● WORK TO COMPLETE
Lines that include "Serialize" make up the answer; copy all of them from the data below.

[Saved entries]
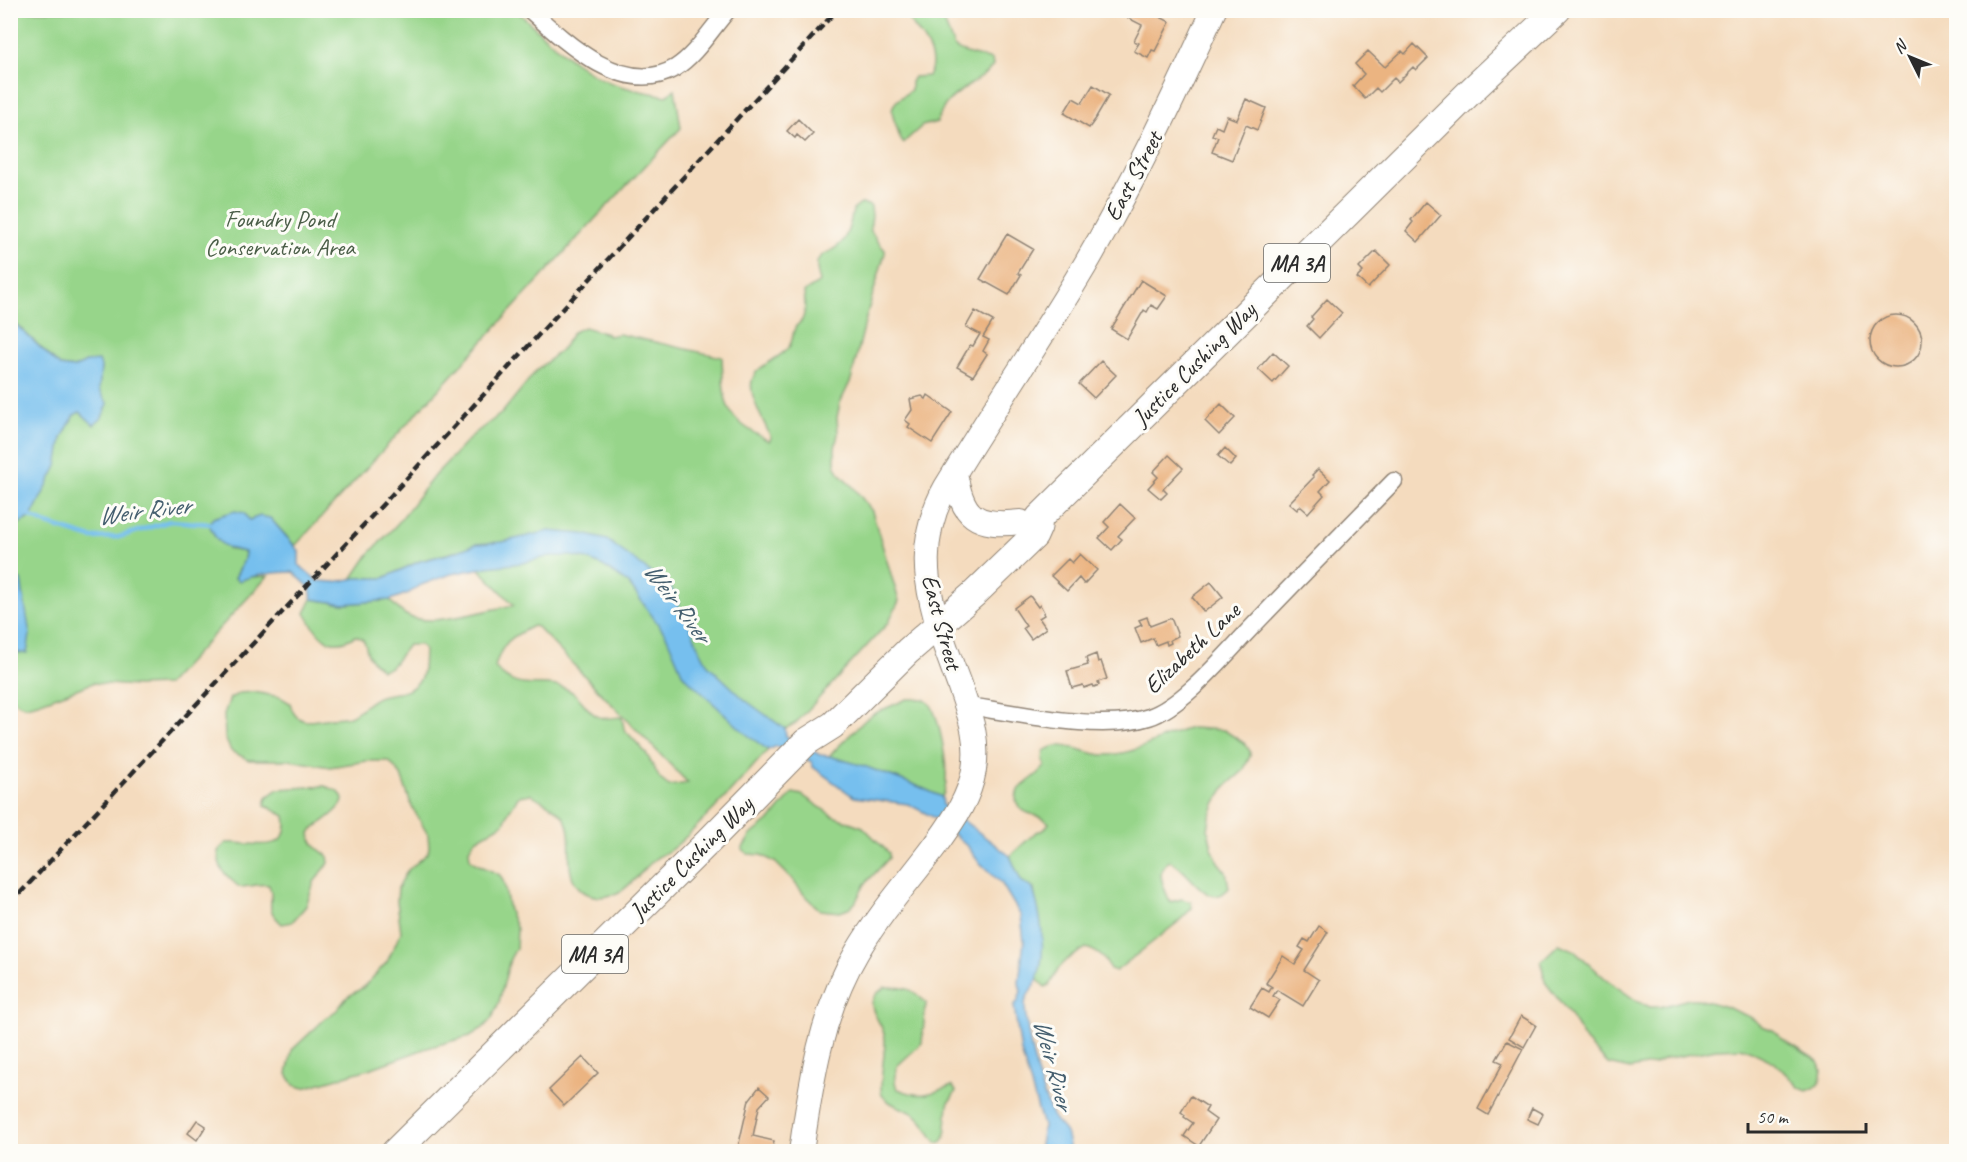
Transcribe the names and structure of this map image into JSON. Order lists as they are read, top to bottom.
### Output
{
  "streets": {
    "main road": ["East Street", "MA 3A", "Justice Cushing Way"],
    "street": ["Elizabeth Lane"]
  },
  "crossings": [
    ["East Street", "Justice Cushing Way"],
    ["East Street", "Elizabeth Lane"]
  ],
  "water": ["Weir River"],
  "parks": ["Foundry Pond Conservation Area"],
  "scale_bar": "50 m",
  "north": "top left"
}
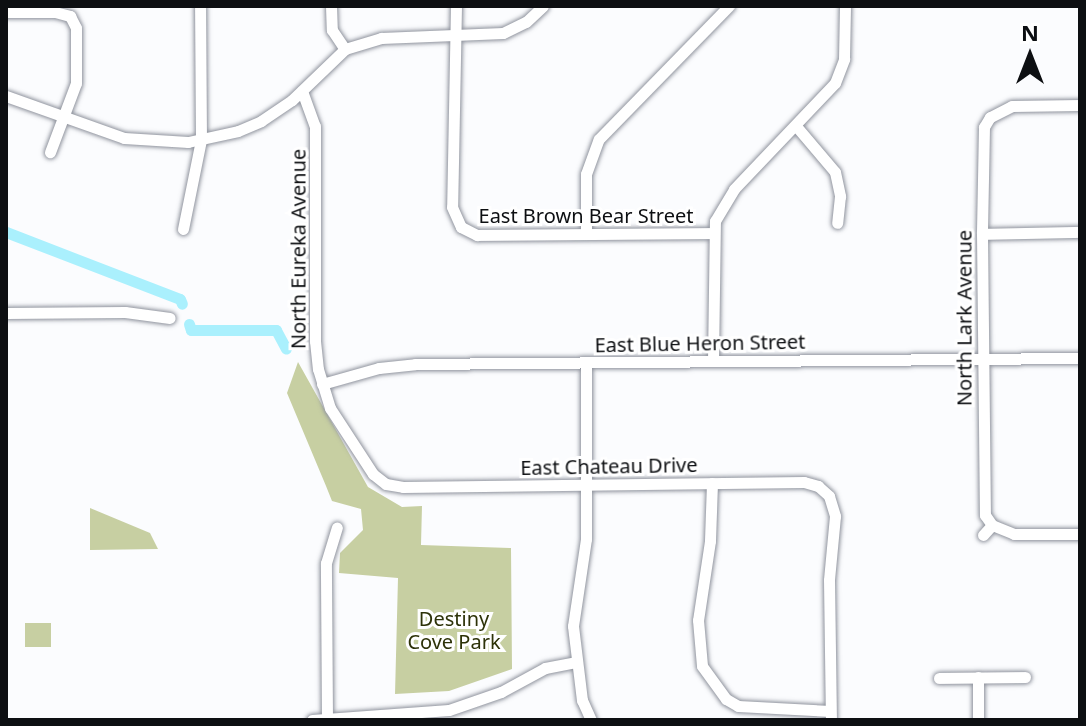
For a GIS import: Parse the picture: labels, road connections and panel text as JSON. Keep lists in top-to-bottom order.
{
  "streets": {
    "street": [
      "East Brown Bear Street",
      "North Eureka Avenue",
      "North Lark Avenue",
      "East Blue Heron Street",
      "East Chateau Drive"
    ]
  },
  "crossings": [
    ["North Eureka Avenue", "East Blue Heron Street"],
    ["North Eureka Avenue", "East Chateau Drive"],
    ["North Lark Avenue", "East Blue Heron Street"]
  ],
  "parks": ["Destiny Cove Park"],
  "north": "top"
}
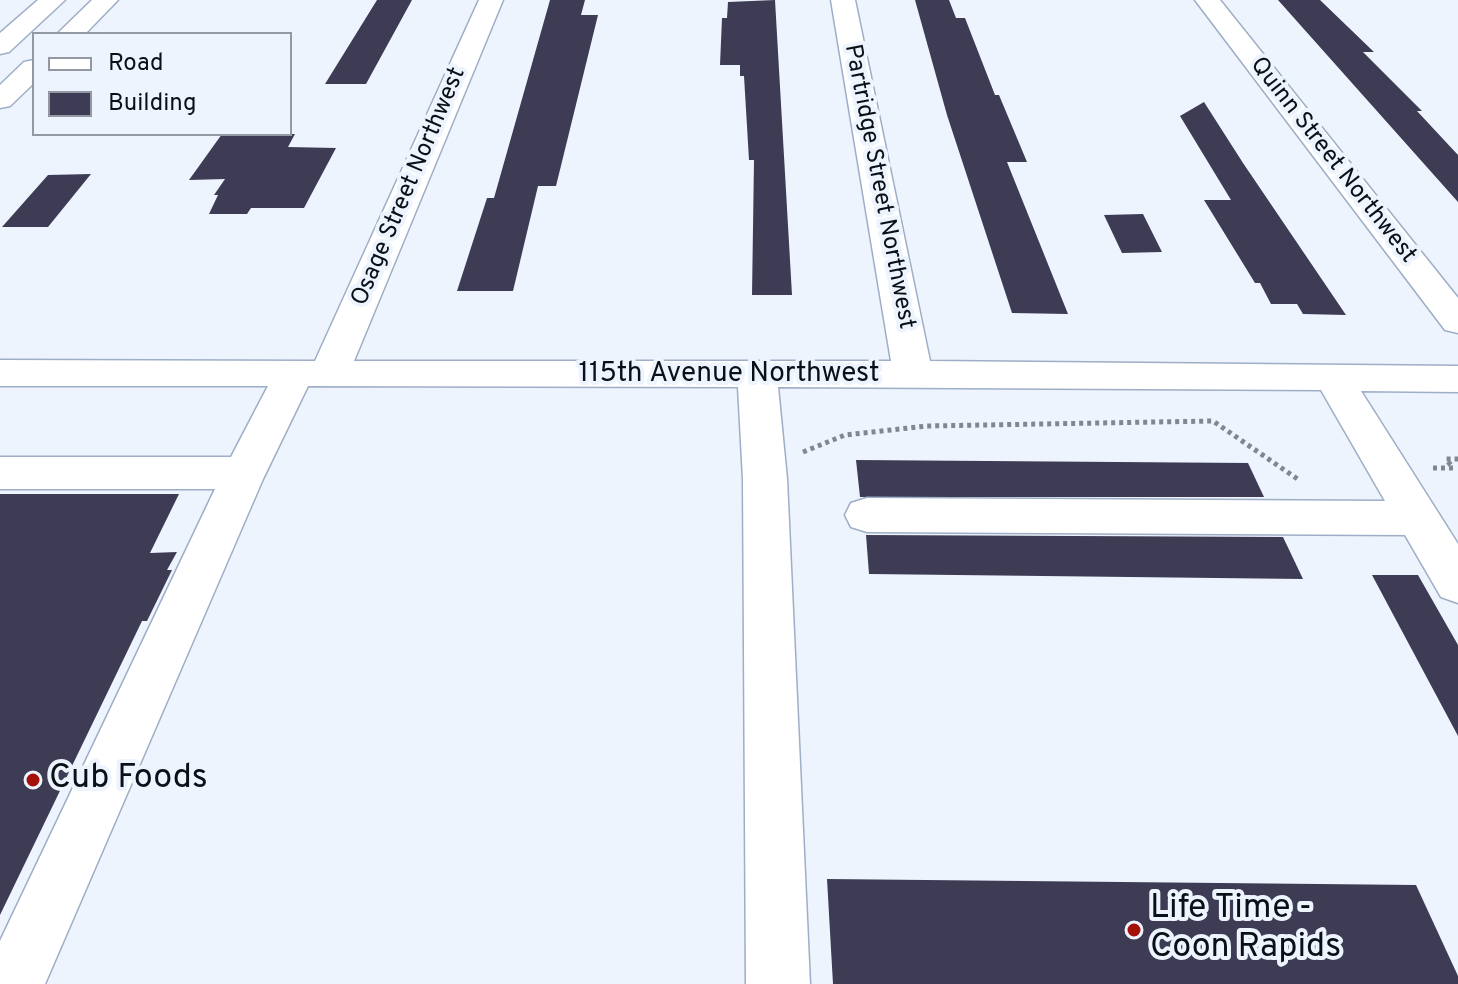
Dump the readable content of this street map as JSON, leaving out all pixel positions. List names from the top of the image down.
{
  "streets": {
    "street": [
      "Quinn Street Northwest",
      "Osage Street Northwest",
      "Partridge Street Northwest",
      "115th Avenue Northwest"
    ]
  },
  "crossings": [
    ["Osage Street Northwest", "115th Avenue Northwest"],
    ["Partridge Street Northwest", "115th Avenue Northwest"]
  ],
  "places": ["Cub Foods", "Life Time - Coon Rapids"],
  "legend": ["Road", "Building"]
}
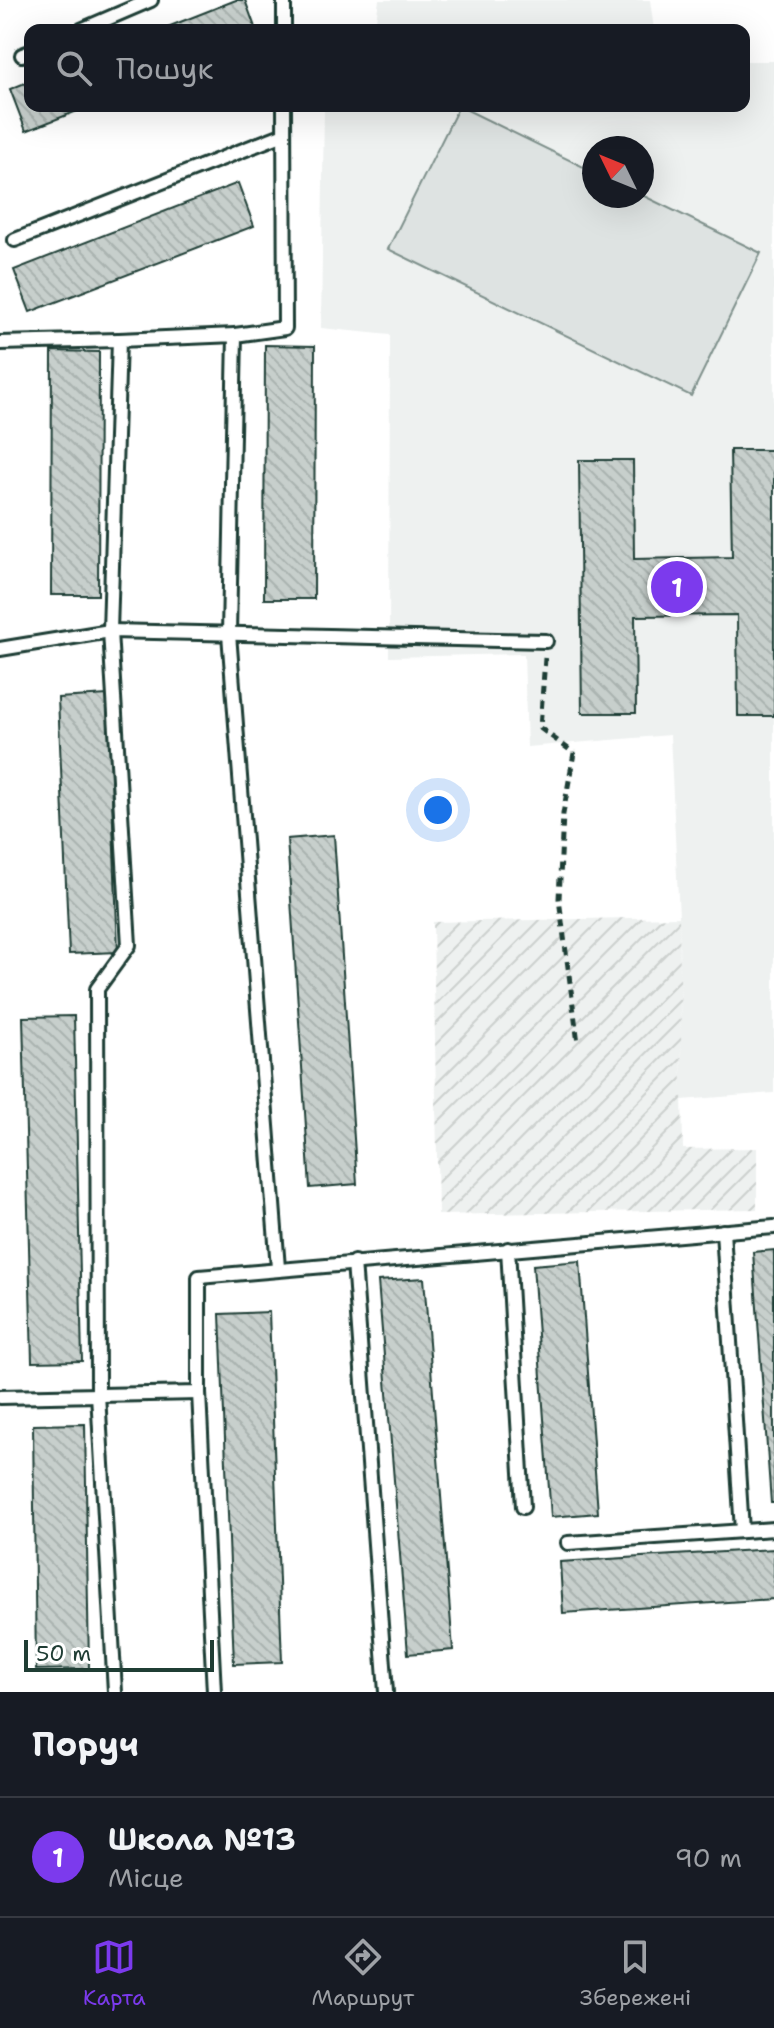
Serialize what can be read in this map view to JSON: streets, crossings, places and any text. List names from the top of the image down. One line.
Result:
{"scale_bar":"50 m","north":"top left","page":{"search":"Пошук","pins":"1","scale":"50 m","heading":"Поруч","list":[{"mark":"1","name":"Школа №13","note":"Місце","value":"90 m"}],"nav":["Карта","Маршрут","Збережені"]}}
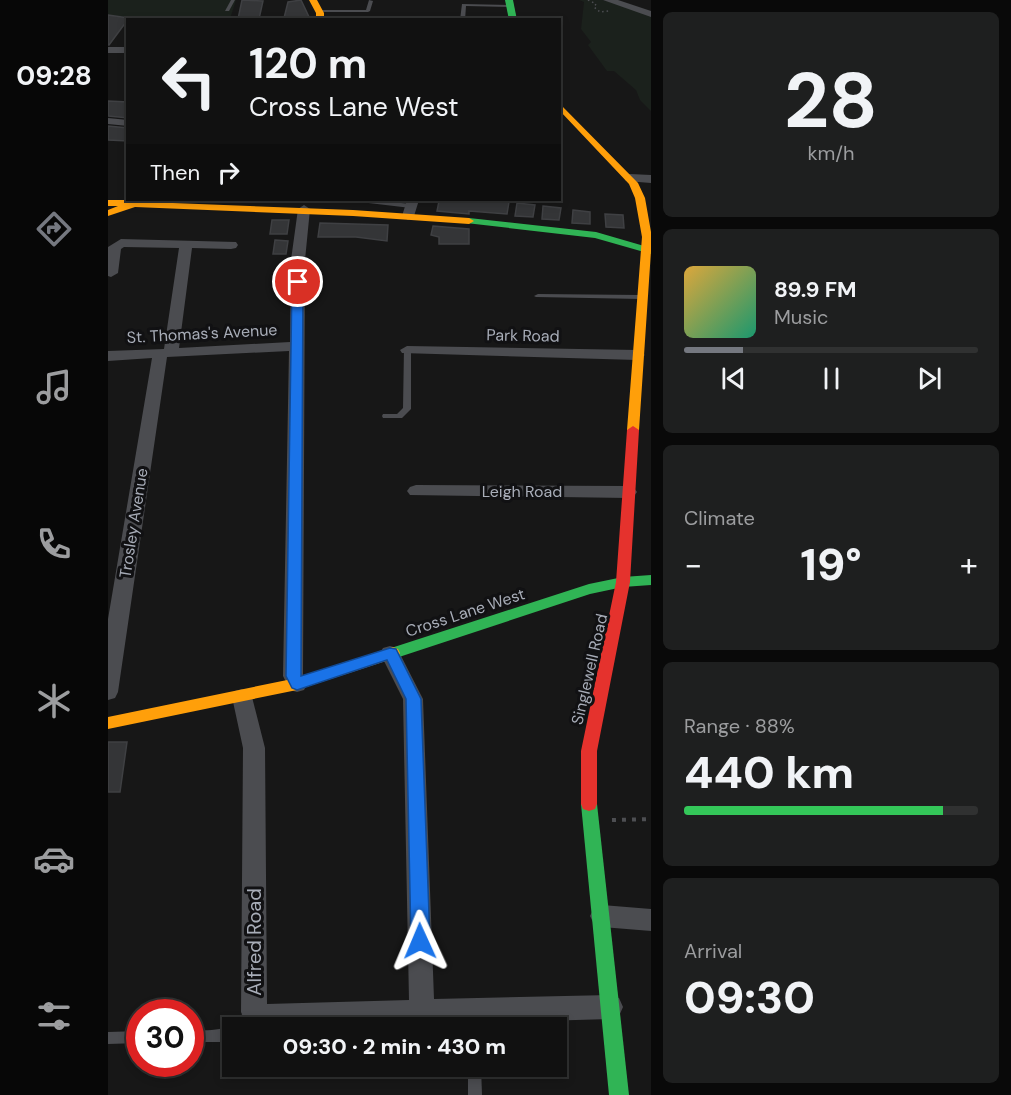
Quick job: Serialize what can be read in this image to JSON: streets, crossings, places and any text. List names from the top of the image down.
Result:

● EXERCISE ANSWER
Serialize what can be read in this map view to JSON: streets, crossings, places and any text. List names from the top of the image down. One line.
Quick job: Serialize what can be read in this image to JSON: streets, crossings, places and any text. List names from the top of the image down.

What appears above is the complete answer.